Our choice of nutrition is vitally important to our well being and it isn’t wise to blindly trust the advice of the media, government or medical institutions. So many of today’s ills are caused by an unsuitable diet made up of processed foods and containing poisions that our bodies are unable to handle.

In addition to choosing outdoor reared meats, free range eggs and sugar free foods it is wise to explore the diet of our ancestors. After all, they lived purely off the land and their physiology was no different to ours. The most current research indicates that grains, whilst enabling the massive population explosion of recent history, are in fact not suitable for human consumption. 10,000 years ago grain wasn’t a part of the diet of anyone on earth.

A grain free diet, although not being the easiest to maintain, fits perfectly with our bodies and helps us become the very best we can be. One lifestyle approach which emulates our ancestors is the paleo way. Derived from a pre agricultural way of living, the paleo diet promotes clean, wholesome foods without added chemicals, colourings and additives and advocates a reasonable amount of animal protein to power our bodies.

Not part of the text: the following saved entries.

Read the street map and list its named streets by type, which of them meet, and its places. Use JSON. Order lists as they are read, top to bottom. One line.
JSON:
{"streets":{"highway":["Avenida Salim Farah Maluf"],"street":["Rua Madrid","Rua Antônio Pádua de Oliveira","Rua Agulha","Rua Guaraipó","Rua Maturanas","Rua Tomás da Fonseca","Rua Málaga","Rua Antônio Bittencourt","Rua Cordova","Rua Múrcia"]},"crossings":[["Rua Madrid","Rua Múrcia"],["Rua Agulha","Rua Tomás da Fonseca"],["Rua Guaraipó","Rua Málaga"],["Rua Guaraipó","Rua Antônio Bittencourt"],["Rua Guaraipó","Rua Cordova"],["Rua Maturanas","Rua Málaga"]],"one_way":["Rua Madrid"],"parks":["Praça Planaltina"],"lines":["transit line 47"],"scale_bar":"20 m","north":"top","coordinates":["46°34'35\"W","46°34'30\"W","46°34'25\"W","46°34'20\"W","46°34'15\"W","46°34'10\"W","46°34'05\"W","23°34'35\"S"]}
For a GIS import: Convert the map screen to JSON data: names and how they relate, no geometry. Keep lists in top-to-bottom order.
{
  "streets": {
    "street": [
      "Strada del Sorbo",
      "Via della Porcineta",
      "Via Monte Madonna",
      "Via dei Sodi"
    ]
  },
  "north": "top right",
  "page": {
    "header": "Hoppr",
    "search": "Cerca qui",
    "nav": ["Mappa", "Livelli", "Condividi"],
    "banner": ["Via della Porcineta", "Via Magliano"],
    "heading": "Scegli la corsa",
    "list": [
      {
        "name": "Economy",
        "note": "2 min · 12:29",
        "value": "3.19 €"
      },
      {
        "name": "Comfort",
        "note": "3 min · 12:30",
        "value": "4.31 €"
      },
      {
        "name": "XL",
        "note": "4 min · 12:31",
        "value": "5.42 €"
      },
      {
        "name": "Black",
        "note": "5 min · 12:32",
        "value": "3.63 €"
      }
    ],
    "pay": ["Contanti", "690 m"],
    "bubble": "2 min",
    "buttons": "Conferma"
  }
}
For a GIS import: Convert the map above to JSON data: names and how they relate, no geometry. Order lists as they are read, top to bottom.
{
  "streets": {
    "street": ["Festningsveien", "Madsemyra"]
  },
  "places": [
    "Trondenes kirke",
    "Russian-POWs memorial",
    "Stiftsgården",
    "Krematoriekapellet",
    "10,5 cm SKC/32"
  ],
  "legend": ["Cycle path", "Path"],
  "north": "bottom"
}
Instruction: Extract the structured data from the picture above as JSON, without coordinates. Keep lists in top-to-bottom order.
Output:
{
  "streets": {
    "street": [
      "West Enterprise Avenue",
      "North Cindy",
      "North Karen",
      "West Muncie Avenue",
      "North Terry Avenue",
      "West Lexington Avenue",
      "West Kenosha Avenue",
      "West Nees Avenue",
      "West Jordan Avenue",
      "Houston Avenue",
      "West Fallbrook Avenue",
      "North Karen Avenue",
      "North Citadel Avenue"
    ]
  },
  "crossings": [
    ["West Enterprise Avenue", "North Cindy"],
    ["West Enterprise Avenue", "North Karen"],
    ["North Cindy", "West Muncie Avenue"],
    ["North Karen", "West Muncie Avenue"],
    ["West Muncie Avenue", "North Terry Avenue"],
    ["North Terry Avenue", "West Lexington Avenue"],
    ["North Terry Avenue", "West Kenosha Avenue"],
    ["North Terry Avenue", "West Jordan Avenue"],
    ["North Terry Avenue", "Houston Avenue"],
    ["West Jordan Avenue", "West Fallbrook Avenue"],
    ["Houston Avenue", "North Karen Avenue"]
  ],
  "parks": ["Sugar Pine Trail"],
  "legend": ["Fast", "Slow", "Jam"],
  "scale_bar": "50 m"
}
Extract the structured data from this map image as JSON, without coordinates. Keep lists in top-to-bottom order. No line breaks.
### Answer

Although not suitable for vegetarians, the paleo way has a huge impact on the body resulting in fat loss, an increase and balancing of energy levels and a loss of ‘brain fog’ that can cloud our judgement and drive. Teamed with a small amount of exercise, good sleep patterns and play time the diet is transforming lives.

There are many resources about various paleo approaches but Jason finds the ethics, holistics and advice of Mark Sissons to be particularly inspiring. His book, The Primal Blueprint, is very thought provoking and potentially life-changing.